**Input data**
******
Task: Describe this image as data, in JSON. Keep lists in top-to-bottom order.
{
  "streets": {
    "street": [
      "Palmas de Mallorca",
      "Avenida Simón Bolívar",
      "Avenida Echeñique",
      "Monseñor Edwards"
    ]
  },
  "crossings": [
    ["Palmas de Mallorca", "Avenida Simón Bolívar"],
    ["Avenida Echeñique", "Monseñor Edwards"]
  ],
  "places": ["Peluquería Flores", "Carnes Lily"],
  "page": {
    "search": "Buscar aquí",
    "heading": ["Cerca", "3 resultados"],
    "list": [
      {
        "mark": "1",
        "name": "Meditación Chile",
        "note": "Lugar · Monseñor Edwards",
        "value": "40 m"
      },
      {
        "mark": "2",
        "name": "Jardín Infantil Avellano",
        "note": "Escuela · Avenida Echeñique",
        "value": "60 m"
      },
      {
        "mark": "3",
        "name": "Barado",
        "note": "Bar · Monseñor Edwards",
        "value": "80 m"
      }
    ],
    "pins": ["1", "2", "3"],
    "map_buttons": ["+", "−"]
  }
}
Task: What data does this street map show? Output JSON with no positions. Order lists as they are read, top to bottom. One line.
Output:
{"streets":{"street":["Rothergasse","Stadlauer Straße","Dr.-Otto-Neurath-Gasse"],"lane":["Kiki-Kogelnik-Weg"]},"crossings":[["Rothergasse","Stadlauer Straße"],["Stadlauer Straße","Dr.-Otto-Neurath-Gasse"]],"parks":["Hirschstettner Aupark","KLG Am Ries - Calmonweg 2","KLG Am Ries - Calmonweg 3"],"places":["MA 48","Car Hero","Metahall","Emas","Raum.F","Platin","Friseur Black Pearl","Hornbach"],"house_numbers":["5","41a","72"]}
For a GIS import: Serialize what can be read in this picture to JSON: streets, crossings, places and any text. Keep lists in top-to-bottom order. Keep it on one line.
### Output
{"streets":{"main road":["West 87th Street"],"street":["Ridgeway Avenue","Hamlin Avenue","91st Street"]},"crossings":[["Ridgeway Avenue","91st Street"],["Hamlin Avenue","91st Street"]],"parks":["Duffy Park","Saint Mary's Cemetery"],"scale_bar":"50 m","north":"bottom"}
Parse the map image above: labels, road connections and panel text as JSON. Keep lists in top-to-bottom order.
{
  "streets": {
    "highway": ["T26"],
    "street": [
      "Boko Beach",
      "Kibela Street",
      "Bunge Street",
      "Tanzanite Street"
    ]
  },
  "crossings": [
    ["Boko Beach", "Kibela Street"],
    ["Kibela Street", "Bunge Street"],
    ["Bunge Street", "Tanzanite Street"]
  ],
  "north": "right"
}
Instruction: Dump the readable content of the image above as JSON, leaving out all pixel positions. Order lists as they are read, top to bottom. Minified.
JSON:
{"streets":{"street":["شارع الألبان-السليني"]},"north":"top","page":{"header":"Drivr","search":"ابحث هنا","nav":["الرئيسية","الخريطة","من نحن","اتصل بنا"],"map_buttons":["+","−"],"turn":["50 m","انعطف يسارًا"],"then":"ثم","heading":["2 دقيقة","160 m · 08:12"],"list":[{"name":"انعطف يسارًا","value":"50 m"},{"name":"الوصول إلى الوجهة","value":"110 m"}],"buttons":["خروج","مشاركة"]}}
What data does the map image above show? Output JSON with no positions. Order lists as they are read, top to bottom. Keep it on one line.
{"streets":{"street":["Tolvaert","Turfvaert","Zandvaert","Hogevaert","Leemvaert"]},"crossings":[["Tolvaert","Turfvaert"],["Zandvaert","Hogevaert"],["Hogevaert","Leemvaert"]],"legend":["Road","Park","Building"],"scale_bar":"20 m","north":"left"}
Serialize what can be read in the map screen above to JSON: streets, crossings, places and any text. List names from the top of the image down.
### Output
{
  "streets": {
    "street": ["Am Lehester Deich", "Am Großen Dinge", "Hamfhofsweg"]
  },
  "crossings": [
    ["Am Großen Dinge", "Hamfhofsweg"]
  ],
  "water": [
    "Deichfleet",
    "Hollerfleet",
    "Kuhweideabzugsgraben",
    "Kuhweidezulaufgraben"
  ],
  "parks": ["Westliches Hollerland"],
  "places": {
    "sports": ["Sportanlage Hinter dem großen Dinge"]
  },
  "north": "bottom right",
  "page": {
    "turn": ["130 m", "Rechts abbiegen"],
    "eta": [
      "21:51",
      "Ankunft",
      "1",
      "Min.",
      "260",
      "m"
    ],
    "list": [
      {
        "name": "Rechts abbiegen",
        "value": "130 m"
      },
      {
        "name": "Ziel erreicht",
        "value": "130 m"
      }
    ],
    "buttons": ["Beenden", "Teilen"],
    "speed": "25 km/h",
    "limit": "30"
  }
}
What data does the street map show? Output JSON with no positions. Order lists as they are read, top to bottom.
******
**Task description**
All the data above must be copied again. Leave nothing out.

**Task solution**
Task: Describe this image as data, in JSON. Keep lists in top-to-bottom order.
{
  "streets": {
    "street": [
      "Palmas de Mallorca",
      "Avenida Simón Bolívar",
      "Avenida Echeñique",
      "Monseñor Edwards"
    ]
  },
  "crossings": [
    ["Palmas de Mallorca", "Avenida Simón Bolívar"],
    ["Avenida Echeñique", "Monseñor Edwards"]
  ],
  "places": ["Peluquería Flores", "Carnes Lily"],
  "page": {
    "search": "Buscar aquí",
    "heading": ["Cerca", "3 resultados"],
    "list": [
      {
        "mark": "1",
        "name": "Meditación Chile",
        "note": "Lugar · Monseñor Edwards",
        "value": "40 m"
      },
      {
        "mark": "2",
        "name": "Jardín Infantil Avellano",
        "note": "Escuela · Avenida Echeñique",
        "value": "60 m"
      },
      {
        "mark": "3",
        "name": "Barado",
        "note": "Bar · Monseñor Edwards",
        "value": "80 m"
      }
    ],
    "pins": ["1", "2", "3"],
    "map_buttons": ["+", "−"]
  }
}
Task: What data does this street map show? Output JSON with no positions. Order lists as they are read, top to bottom. One line.
Output:
{"streets":{"street":["Rothergasse","Stadlauer Straße","Dr.-Otto-Neurath-Gasse"],"lane":["Kiki-Kogelnik-Weg"]},"crossings":[["Rothergasse","Stadlauer Straße"],["Stadlauer Straße","Dr.-Otto-Neurath-Gasse"]],"parks":["Hirschstettner Aupark","KLG Am Ries - Calmonweg 2","KLG Am Ries - Calmonweg 3"],"places":["MA 48","Car Hero","Metahall","Emas","Raum.F","Platin","Friseur Black Pearl","Hornbach"],"house_numbers":["5","41a","72"]}
For a GIS import: Serialize what can be read in this picture to JSON: streets, crossings, places and any text. Keep lists in top-to-bottom order. Keep it on one line.
### Output
{"streets":{"main road":["West 87th Street"],"street":["Ridgeway Avenue","Hamlin Avenue","91st Street"]},"crossings":[["Ridgeway Avenue","91st Street"],["Hamlin Avenue","91st Street"]],"parks":["Duffy Park","Saint Mary's Cemetery"],"scale_bar":"50 m","north":"bottom"}
Parse the map image above: labels, road connections and panel text as JSON. Keep lists in top-to-bottom order.
{
  "streets": {
    "highway": ["T26"],
    "street": [
      "Boko Beach",
      "Kibela Street",
      "Bunge Street",
      "Tanzanite Street"
    ]
  },
  "crossings": [
    ["Boko Beach", "Kibela Street"],
    ["Kibela Street", "Bunge Street"],
    ["Bunge Street", "Tanzanite Street"]
  ],
  "north": "right"
}
Instruction: Dump the readable content of the image above as JSON, leaving out all pixel positions. Order lists as they are read, top to bottom. Minified.
JSON:
{"streets":{"street":["شارع الألبان-السليني"]},"north":"top","page":{"header":"Drivr","search":"ابحث هنا","nav":["الرئيسية","الخريطة","من نحن","اتصل بنا"],"map_buttons":["+","−"],"turn":["50 m","انعطف يسارًا"],"then":"ثم","heading":["2 دقيقة","160 m · 08:12"],"list":[{"name":"انعطف يسارًا","value":"50 m"},{"name":"الوصول إلى الوجهة","value":"110 m"}],"buttons":["خروج","مشاركة"]}}
What data does the map image above show? Output JSON with no positions. Order lists as they are read, top to bottom. Keep it on one line.
{"streets":{"street":["Tolvaert","Turfvaert","Zandvaert","Hogevaert","Leemvaert"]},"crossings":[["Tolvaert","Turfvaert"],["Zandvaert","Hogevaert"],["Hogevaert","Leemvaert"]],"legend":["Road","Park","Building"],"scale_bar":"20 m","north":"left"}
Serialize what can be read in the map screen above to JSON: streets, crossings, places and any text. List names from the top of the image down.
### Output
{
  "streets": {
    "street": ["Am Lehester Deich", "Am Großen Dinge", "Hamfhofsweg"]
  },
  "crossings": [
    ["Am Großen Dinge", "Hamfhofsweg"]
  ],
  "water": [
    "Deichfleet",
    "Hollerfleet",
    "Kuhweideabzugsgraben",
    "Kuhweidezulaufgraben"
  ],
  "parks": ["Westliches Hollerland"],
  "places": {
    "sports": ["Sportanlage Hinter dem großen Dinge"]
  },
  "north": "bottom right",
  "page": {
    "turn": ["130 m", "Rechts abbiegen"],
    "eta": [
      "21:51",
      "Ankunft",
      "1",
      "Min.",
      "260",
      "m"
    ],
    "list": [
      {
        "name": "Rechts abbiegen",
        "value": "130 m"
      },
      {
        "name": "Ziel erreicht",
        "value": "130 m"
      }
    ],
    "buttons": ["Beenden", "Teilen"],
    "speed": "25 km/h",
    "limit": "30"
  }
}
What data does the street map show? Output JSON with no positions. Order lists as they are read, top to bottom.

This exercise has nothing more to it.